Kuzey Kıbrıs Türk Cumhuriyeti (KKTC) Cumhurbaşkanı Ersin Tatar, Güney Kıbrıs Rum Yönetimi (GKRY) lideri Nikos Hristodulidis ve Rum Ortodoks Kilisesi Başpiskoposu Georgios’un, Paskalya Bayramı nedeniyle yayımladıkları mesaj ve genelgedeki KKTC ve Türkiye’yi maksat alan telaffuzlara reaksiyon gösterdi.
Tatar, yaptığı yazılı açıklamada, Hristodulidis’in Paskalya Bayramı hasebiyle yayımladığı iletide yer alan “İşgal duvarını yıkma hedefli stratejimiz meyve vermeye başladı.” tabirini eleştirerek, “Rum liderin sürekli olarak kalındığı yerden devam vurgusu yaptığı “İki bölgeli, iki toplumlu federasyon” modelinin artık fiilen tükendiğini belirtip, “Bu gerçek, yalnızca bizim tarafımızdan değil, geçmiş süreçleri objektif kıymetlendiren tüm çevreler tarafından da kabul edilmektedir.” değerlendirmesinde bulundu.

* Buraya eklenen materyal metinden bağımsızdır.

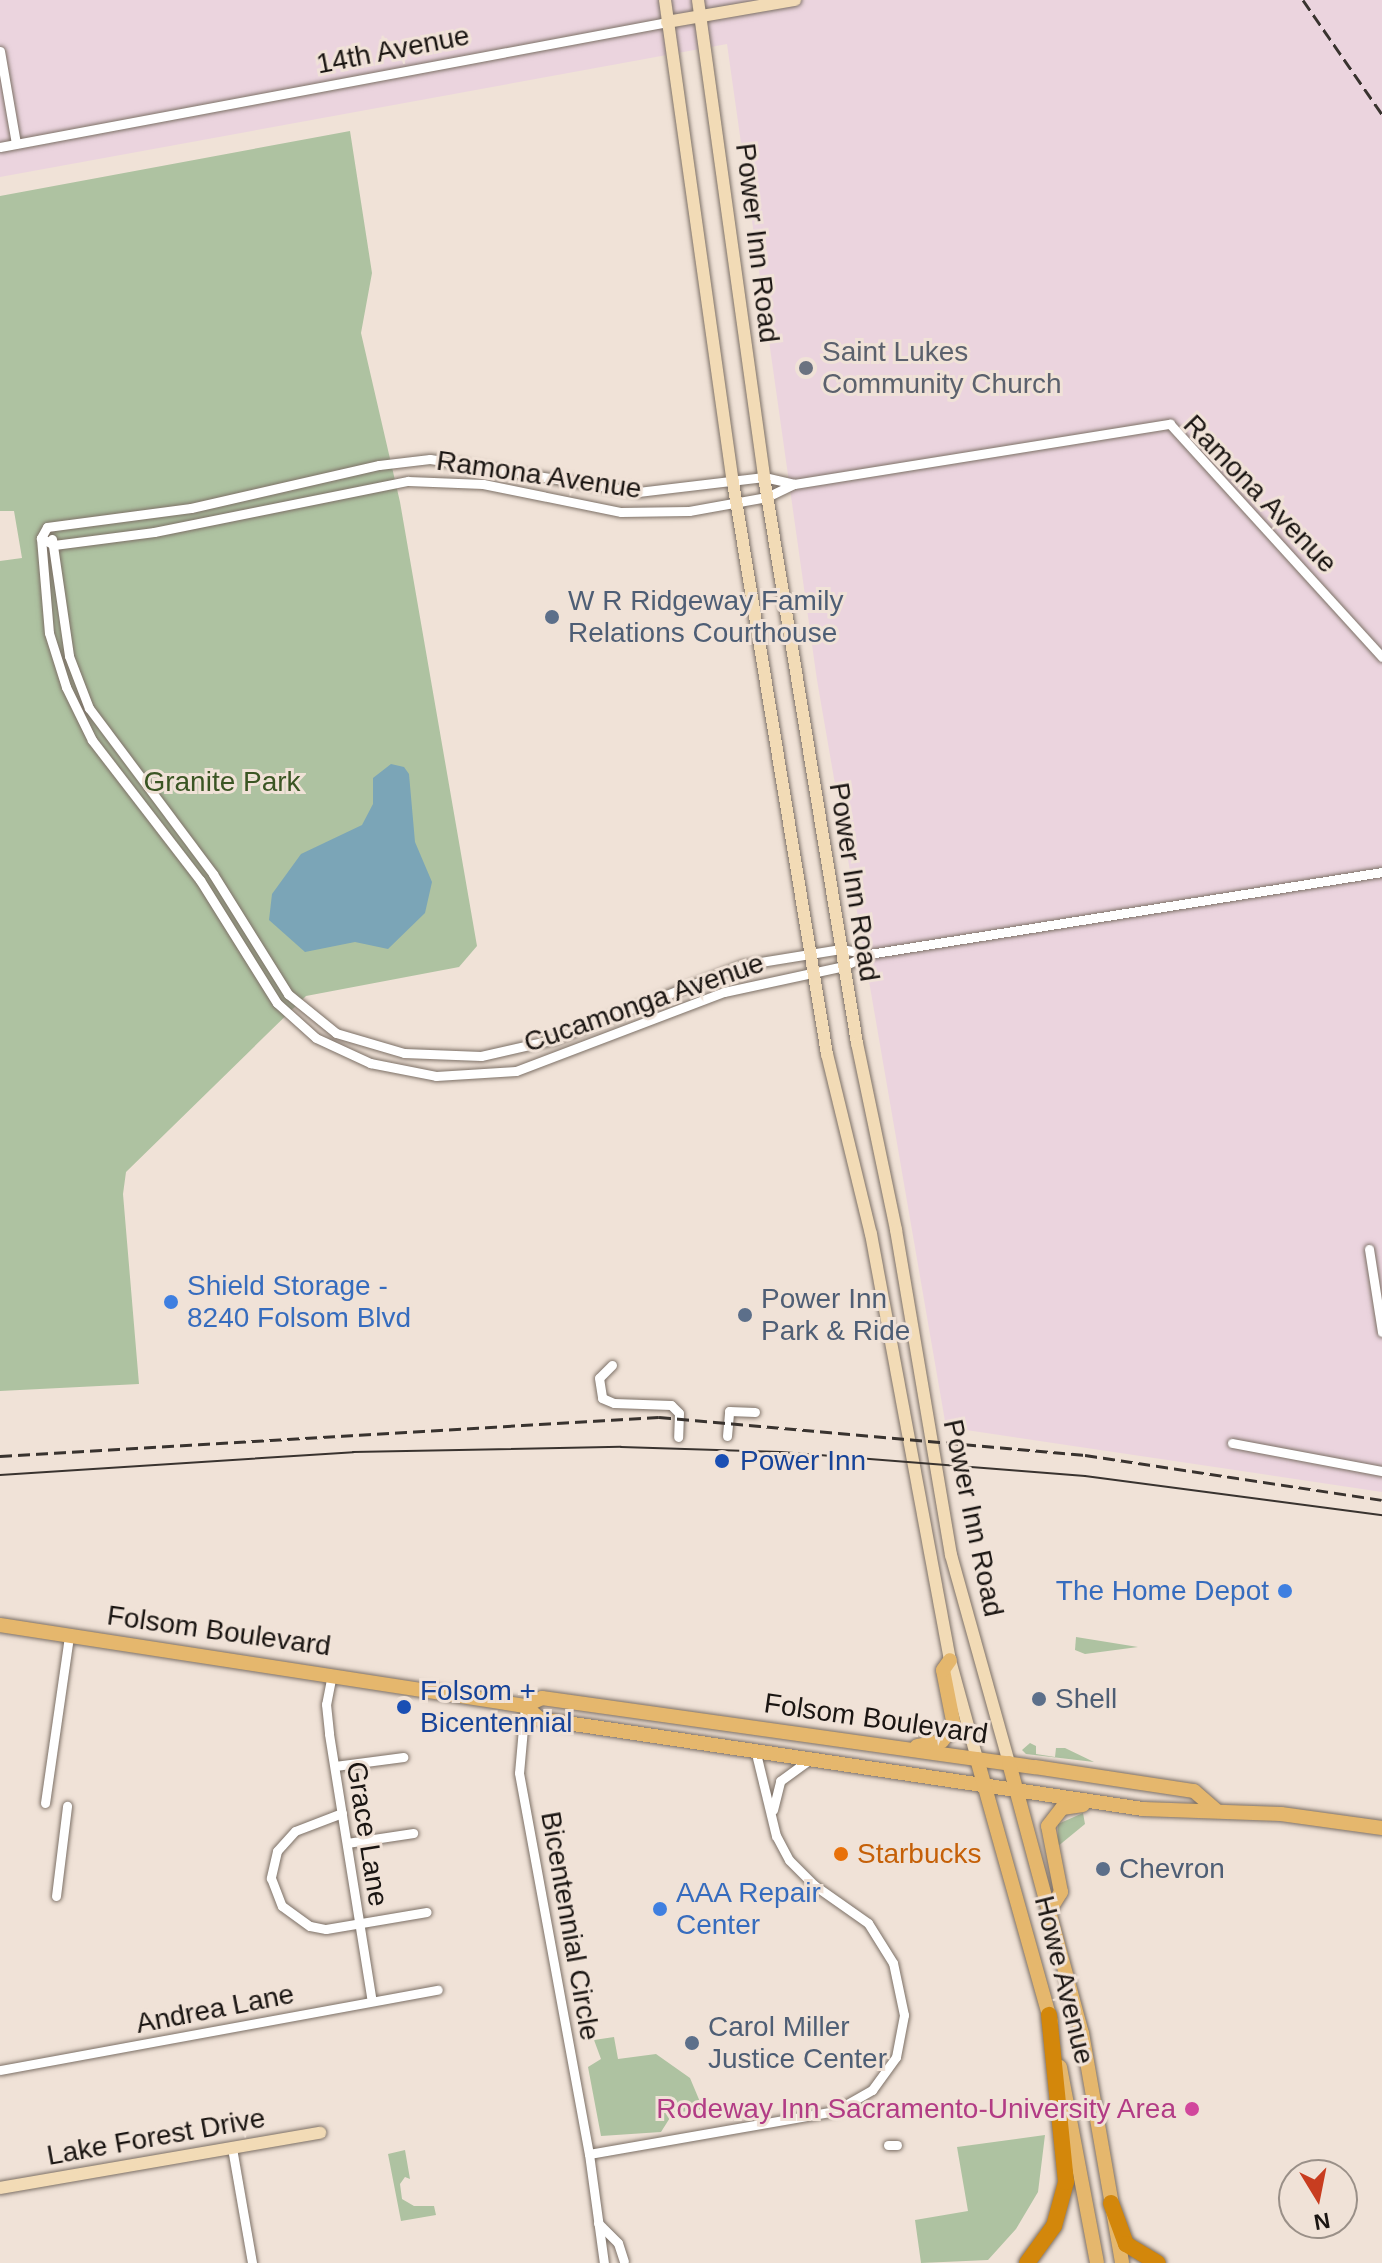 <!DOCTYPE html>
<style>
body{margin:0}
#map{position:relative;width:1382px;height:2263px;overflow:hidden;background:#f0e2d7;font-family:Arial,sans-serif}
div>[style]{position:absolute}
.industrial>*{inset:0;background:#ebd4de}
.green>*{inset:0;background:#aec2a1}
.water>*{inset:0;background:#7ba5b7}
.roads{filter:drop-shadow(0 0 2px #7c7066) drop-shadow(0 0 2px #7c7066)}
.street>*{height:9px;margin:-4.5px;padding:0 4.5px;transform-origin:4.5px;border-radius:4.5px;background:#fff}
.secondary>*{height:12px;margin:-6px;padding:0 6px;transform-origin:6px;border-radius:6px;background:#f2dbb6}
.primary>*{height:14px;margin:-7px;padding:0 7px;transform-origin:7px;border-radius:7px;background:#e5b76d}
.highway>*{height:16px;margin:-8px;padding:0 8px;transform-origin:8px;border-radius:8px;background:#d3870b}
.tram>*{height:2px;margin:-1px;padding:0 1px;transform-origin:1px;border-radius:1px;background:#39332f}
.rail>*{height:3px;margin-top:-1.5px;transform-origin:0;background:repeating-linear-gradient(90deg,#39332f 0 12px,transparent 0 18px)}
.dots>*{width:22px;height:22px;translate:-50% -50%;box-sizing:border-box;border:4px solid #f0e2d7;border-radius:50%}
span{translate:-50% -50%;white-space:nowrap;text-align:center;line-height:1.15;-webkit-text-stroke:6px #f0e2d7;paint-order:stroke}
.street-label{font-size:28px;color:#1a1512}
.worship-label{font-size:28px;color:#5b616d}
.left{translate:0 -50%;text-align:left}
.service-label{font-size:28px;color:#4e5e75}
.park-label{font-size:28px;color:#3a5523}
.shop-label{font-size:28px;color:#366cbe}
.right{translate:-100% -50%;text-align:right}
.transit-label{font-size:28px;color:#164399}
.food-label{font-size:28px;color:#c56008}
.hotel-label{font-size:28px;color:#b23c85}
.north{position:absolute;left:1278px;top:2159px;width:80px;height:80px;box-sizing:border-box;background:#f0e2d7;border:2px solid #9a9088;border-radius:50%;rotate:170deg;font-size:22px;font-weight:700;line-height:32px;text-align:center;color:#1a1512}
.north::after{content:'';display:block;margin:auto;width:28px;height:36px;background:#c83d20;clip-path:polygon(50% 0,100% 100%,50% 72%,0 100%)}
</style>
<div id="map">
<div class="industrial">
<i style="clip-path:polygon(0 0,1382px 0,1382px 1492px,946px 1427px,817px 680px,727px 44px,0 177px)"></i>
</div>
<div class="green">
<i style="clip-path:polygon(350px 131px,372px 273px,361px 333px,400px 502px,477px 946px,459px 967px,306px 996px,126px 1172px,123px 1194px,139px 1384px,0 1391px,0 561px,22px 558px,14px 511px,0 511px,0 196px)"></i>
<i style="clip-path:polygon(1076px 1637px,1138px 1647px,1085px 1654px,1075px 1650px)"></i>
<i style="clip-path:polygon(1030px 1743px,1036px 1746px,1036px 1754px,1055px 1757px,1056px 1748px,1065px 1748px,1094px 1762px,1026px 1754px,1022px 1750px)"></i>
<i style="clip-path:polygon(1083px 1813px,1085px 1824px,1057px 1847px,1058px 1824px)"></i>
<i style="clip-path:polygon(614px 2037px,618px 2059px,656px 2054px,690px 2078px,703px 2109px,673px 2113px,661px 2132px,601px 2136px,588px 2067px,601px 2059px,594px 2040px)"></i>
<i style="clip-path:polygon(1045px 2135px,1038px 2192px,1016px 2229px,988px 2260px,921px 2263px,915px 2220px,968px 2211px,957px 2147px)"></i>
<i style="clip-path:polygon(405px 2150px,410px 2179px,405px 2177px,400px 2184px,402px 2199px,414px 2206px,434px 2206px,436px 2215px,401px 2221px,388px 2154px)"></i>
</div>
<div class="water">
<i style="clip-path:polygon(391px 764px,404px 767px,409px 774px,415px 842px,432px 882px,425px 913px,388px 949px,355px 942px,305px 952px,269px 920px,272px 894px,301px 854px,362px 825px,373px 804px,373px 778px)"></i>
</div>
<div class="roads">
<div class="street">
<i style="left:0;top:51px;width:94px;rotate:80.2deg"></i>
<i style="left:0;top:147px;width:679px;rotate:-10.61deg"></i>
<i style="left:47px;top:527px;width:13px;rotate:119deg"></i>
<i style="left:41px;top:538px;width:95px;rotate:85.2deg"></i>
<i style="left:49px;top:633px;width:57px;rotate:72.5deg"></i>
<i style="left:66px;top:687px;width:59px;rotate:63.9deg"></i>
<i style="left:92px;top:740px;width:177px;rotate:52.4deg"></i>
<i style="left:200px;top:880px;width:145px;rotate:58deg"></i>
<i style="left:277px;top:1003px;width:52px;rotate:41.9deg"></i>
<i style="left:316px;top:1038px;width:60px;rotate:24.8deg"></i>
<i style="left:370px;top:1063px;width:67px;rotate:11.1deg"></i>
<i style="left:436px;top:1076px;width:80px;rotate:-3.6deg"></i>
<i style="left:516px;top:1071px;width:222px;rotate:-20.8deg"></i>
<i style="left:724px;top:992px;width:123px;rotate:-12.2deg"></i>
<i style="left:844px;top:966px;width:28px;rotate:-26deg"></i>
<i style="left:869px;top:954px;width:520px;rotate:-9.08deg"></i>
<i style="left:47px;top:527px;width:145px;rotate:-7.5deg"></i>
<i style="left:191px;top:508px;width:193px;rotate:-12.9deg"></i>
<i style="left:379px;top:465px;width:51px;rotate:-6.7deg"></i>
<i style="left:430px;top:459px;width:211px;rotate:9deg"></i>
<i style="left:638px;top:492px;width:127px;rotate:-6.8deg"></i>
<i style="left:764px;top:477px;width:31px;rotate:13deg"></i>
<i style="left:41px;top:538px;width:15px;rotate:28deg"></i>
<i style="left:54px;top:545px;width:101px;rotate:-7.4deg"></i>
<i style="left:154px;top:532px;width:259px;rotate:-11.4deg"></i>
<i style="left:408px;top:481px;width:75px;rotate:2.3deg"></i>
<i style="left:483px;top:484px;width:141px;rotate:11.5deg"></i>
<i style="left:621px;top:512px;width:68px;rotate:-0.8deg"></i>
<i style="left:689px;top:511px;width:79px;rotate:-10.2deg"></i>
<i style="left:767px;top:497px;width:30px;rotate:-26deg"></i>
<i style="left:794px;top:484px;width:381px;rotate:-9.1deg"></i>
<i style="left:1170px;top:424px;width:315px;rotate:47.7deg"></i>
<i style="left:52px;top:539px;width:118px;rotate:81.7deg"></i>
<i style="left:69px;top:656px;width:56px;rotate:69deg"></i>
<i style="left:89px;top:708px;width:207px;rotate:53.2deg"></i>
<i style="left:213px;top:874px;width:142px;rotate:58deg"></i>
<i style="left:288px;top:994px;width:62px;rotate:39.1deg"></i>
<i style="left:336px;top:1033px;width:71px;rotate:16.4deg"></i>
<i style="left:404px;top:1053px;width:77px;rotate:2.2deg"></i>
<i style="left:481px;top:1056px;width:76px;rotate:-12.9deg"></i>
<i style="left:555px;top:1039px;width:201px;rotate:-21.6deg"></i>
<i style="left:742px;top:965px;width:100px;rotate:-9.2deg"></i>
<i style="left:841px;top:949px;width:28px;rotate:10deg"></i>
<i style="left:1369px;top:1249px;width:84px;rotate:81.1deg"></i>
<i style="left:612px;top:1365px;width:18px;rotate:135deg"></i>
<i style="left:599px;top:1378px;width:20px;rotate:81deg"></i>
<i style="left:602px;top:1398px;width:13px;rotate:23deg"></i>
<i style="left:614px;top:1403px;width:57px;rotate:2deg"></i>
<i style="left:671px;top:1405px;width:11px;rotate:45deg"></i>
<i style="left:679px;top:1413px;width:24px;rotate:92deg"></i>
<i style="left:727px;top:1436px;width:25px;rotate:-85deg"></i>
<i style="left:729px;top:1411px;width:26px;rotate:2deg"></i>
<i style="left:1232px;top:1443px;width:153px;rotate:10.6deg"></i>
<i style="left:332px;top:1674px;width:31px;rotate:101deg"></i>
<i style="left:326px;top:1704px;width:30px;rotate:84deg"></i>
<i style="left:329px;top:1734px;width:270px;rotate:80.9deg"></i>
<i style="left:525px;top:1706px;width:67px;rotate:95.1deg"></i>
<i style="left:519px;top:1773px;width:387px;rotate:79.6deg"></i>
<i style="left:589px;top:2154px;width:110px;rotate:82.2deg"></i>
<i style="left:335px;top:1766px;width:69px;rotate:-7.5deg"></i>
<i style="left:45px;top:1803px;width:169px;rotate:-81.8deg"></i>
<i style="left:773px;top:1810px;width:30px;rotate:-76deg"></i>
<i style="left:780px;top:1781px;width:34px;rotate:-36deg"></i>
<i style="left:342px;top:1813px;width:50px;rotate:159deg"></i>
<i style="left:295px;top:1831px;width:27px;rotate:132deg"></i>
<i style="left:277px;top:1851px;width:28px;rotate:103deg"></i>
<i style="left:271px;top:1878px;width:30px;rotate:69deg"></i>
<i style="left:282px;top:1906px;width:34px;rotate:36deg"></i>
<i style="left:310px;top:1926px;width:16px;rotate:11deg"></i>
<i style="left:326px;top:1929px;width:102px;rotate:-9.6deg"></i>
<i style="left:347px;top:1843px;width:67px;rotate:-8.6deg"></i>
<i style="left:56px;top:1896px;width:91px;rotate:-83deg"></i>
<i style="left:0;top:2070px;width:445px;rotate:-10.4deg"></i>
<i style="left:888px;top:2145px;width:9px"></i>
<i style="left:232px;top:2148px;width:117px;rotate:80.1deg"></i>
<i style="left:589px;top:2154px;width:250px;rotate:-9.9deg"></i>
<i style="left:835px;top:2111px;width:43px;rotate:-29.6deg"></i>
<i style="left:872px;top:2090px;width:41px;rotate:-54deg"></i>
<i style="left:896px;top:2057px;width:43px;rotate:-79.2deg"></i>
<i style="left:904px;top:2015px;width:53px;rotate:-101.9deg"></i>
<i style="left:893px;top:1963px;width:47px;rotate:-122deg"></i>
<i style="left:868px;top:1923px;width:66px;rotate:-144.9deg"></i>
<i style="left:814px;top:1885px;width:35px;rotate:-135deg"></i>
<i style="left:789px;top:1860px;width:27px;rotate:-118deg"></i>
<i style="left:776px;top:1836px;width:89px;rotate:-103.6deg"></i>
<i style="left:598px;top:2223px;width:28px;rotate:45deg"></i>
<i style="left:618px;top:2243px;width:19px;rotate:72deg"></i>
</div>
<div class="secondary">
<i style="left:665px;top:0;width:487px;rotate:82deg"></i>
<i style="left:733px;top:482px;width:580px;rotate:80.67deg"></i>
<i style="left:827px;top:1054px;width:185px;rotate:76.3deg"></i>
<i style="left:871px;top:1234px;width:433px;rotate:79.5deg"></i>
<i style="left:950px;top:1660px;width:103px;rotate:74.7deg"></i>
<i style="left:698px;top:0;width:482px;rotate:82.1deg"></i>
<i style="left:764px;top:477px;width:574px;rotate:80.67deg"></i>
<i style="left:857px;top:1043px;width:191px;rotate:78.2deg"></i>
<i style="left:896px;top:1230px;width:330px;rotate:80.4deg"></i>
<i style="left:951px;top:1555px;width:216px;rotate:74.4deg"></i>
<i style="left:667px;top:22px;width:130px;rotate:-9.8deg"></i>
<i style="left:0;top:2188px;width:325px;rotate:-9.8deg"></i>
</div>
<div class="primary">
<i style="left:0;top:1625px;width:531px;rotate:8.77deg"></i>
<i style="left:525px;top:1706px;width:20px;rotate:41deg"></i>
<i style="left:540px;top:1719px;width:610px;rotate:8.49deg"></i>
<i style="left:1143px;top:1809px;width:138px;rotate:2.1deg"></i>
<i style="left:1281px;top:1814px;width:102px;rotate:7.9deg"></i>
<i style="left:525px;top:1706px;width:19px;rotate:-25deg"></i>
<i style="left:542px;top:1698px;width:498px;rotate:8deg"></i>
<i style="left:1035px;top:1767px;width:161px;rotate:8.6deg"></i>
<i style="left:1194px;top:1791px;width:29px;rotate:41deg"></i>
<i style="left:917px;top:1746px;width:25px;rotate:-11deg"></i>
<i style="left:942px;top:1741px;width:19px;rotate:-51deg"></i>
<i style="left:954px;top:1726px;width:57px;rotate:-101.1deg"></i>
<i style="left:943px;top:1670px;width:12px;rotate:-55deg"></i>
<i style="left:977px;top:1759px;width:274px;rotate:74.3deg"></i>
<i style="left:1009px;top:1763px;width:280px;rotate:74.9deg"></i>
<i style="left:1082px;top:2033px;width:233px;rotate:80.1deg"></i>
<i style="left:1051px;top:1908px;width:19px;rotate:-58deg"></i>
<i style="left:1061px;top:1892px;width:67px;rotate:-101.1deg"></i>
<i style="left:1048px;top:1826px;width:23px;rotate:-52deg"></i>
<i style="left:1062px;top:1808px;width:21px;rotate:-8deg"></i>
<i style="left:1060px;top:2067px;width:199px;rotate:79.3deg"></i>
</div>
<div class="highway">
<i style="left:1111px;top:2203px;width:44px;rotate:69.9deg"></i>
<i style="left:1126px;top:2244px;width:37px;rotate:31deg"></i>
<i style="left:1027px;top:2263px;width:46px;rotate:-53.9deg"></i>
<i style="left:1054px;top:2226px;width:46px;rotate:-74.7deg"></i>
<i style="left:1066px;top:2182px;width:168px;rotate:-95.8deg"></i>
</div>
</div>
<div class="tram">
<i style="left:0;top:1475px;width:354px;rotate:-3.7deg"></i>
<i style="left:353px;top:1452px;width:268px;rotate:-1.1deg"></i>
<i style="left:621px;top:1447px;width:160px;rotate:1.8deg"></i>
<i style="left:781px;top:1452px;width:305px;rotate:4.5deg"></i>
<i style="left:1085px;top:1476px;width:300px;rotate:7.5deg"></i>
</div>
<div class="rail">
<i style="left:1303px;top:0;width:139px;rotate:55.3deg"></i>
<i style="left:0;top:1456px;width:660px;rotate:-3.39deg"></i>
<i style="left:659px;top:1417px;width:428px;rotate:5.1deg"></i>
<i style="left:1085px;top:1455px;width:300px;rotate:8.6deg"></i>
</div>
<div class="dots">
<i style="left:806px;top:368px;background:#6b7280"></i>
<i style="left:552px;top:617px;background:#5c6f8a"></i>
<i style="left:171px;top:1302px;background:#3f7fe0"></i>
<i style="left:745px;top:1315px;background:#5c6f8a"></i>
<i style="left:722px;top:1461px;background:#1a4fb4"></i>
<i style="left:1285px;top:1591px;background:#3f7fe0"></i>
<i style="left:1039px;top:1699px;background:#5c6f8a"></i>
<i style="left:404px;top:1707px;background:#1a4fb4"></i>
<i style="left:841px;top:1854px;background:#e8710a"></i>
<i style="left:1103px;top:1869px;background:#5c6f8a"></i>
<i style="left:660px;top:1909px;background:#3f7fe0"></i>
<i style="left:692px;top:2043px;background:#5c6f8a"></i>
<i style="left:1192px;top:2109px;background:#d1479c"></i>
</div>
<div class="street-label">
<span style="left:393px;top:50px;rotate:-11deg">14th Avenue</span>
<span style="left:757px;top:243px;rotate:83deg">Power Inn Road</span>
<span style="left:539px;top:475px;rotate:8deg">Ramona Avenue</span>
<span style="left:1260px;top:494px;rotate:46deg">Ramona Avenue</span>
<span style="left:854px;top:882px;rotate:81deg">Power Inn Road</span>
<span style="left:644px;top:1003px;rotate:-19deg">Cucamonga Avenue</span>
<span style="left:973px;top:1518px;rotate:78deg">Power Inn Road</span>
<span style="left:219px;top:1631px;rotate:8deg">Folsom Boulevard</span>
<span style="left:876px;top:1719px;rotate:8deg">Folsom Boulevard</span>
<span style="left:367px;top:1834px;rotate:81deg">Grace Lane</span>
<span style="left:570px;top:1926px;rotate:80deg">Bicentennial Circle</span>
<span style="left:1064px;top:1980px;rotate:76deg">Howe Avenue</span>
<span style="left:215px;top:2009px;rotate:-11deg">Andrea Lane</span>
<span style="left:156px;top:2137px;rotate:-10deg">Lake Forest Drive</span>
</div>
<div class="worship-label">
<span class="left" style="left:822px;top:368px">Saint Lukes<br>Community Church</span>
</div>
<div class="service-label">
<span class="left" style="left:568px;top:617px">W R Ridgeway Family<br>Relations Courthouse</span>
<span class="left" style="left:761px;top:1315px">Power Inn<br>Park &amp; Ride</span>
<span class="left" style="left:1055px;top:1699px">Shell</span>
<span class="left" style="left:1119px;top:1869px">Chevron</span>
<span class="left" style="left:708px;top:2043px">Carol Miller<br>Justice Center</span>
</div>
<div class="park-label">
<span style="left:222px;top:782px">Granite Park</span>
</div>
<div class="shop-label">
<span class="left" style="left:187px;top:1302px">Shield Storage -<br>8240 Folsom Blvd</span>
<span class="right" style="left:1269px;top:1591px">The Home Depot</span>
<span class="left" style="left:676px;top:1909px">AAA Repair<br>Center</span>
</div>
<div class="transit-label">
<span class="left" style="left:740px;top:1461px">Power Inn</span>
<span class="left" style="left:420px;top:1707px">Folsom +<br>Bicentennial</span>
</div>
<div class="food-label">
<span class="left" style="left:857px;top:1854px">Starbucks</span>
</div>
<div class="hotel-label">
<span class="right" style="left:1176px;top:2109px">Rodeway Inn Sacramento-University Area</span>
</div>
<div class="north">N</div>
</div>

Rum Ortodoks Kilisesi Başpiskoposu Georgios’un, “Yunanistan, GKRY ve tüm Helenizm’in Türkleri kovmak ve vatanı kurtarmak için ortak mücadele etmesi gerekir.” şeklindeki Paskalya Genelgesi’nde yer alan davete da reaksiyon gösteren Cumhurbaşkanı Tatar, Rum önder Nikos Hristodulidis ve Rum Ortodoks Kilisesi Başpiskoposu Georgios’un kullandıkları tabirlerin, Kıbrıs’ta karşılıklı anlayış temelinde kurulabilecek rastgele bir diyalog tabanına önemli ziyan verdiğine işaret etti.
Tatar, açıklamasında, Kıbrıs Türk halkının tüm zorluklara karşın yıllar boyunca uzlaşı arayışından vazgeçmediğini lisana getirerek, artık hiç kimsenin kendilerinden devletleri, egemenlikleri ve onurlarından odunu beklememesi gerektiğine dikkati çekti.
KKTC Cumhurbaşkanı Ersin Tatar, milletlerarası toplumun, Kıbrıs Türk tarafının uzlaşı vizyonunu ciddiyetle değerlendirmesi ve bölgede kalıcı istikrarı bu temelde ele almasının beklendiğini belirterek, şunları kaydetti:
“Sayın Hristodulidis’in mesajındaki ‘işgal duvarını yıkma stratejisi’ gibi kabul edilmez ifadeleri, çözüm çağrısı değil, halkımıza karşı işledikleri suçları ve hegemonya arzularını perdelemeye çalışan bir söylemdir. Başpiskopos’un açıklamaları, sadece tarihi çarpıtmaktan ibaret olup, dini kisve altında halkımıza yöneltilmiş açık bir nefret dilidir.”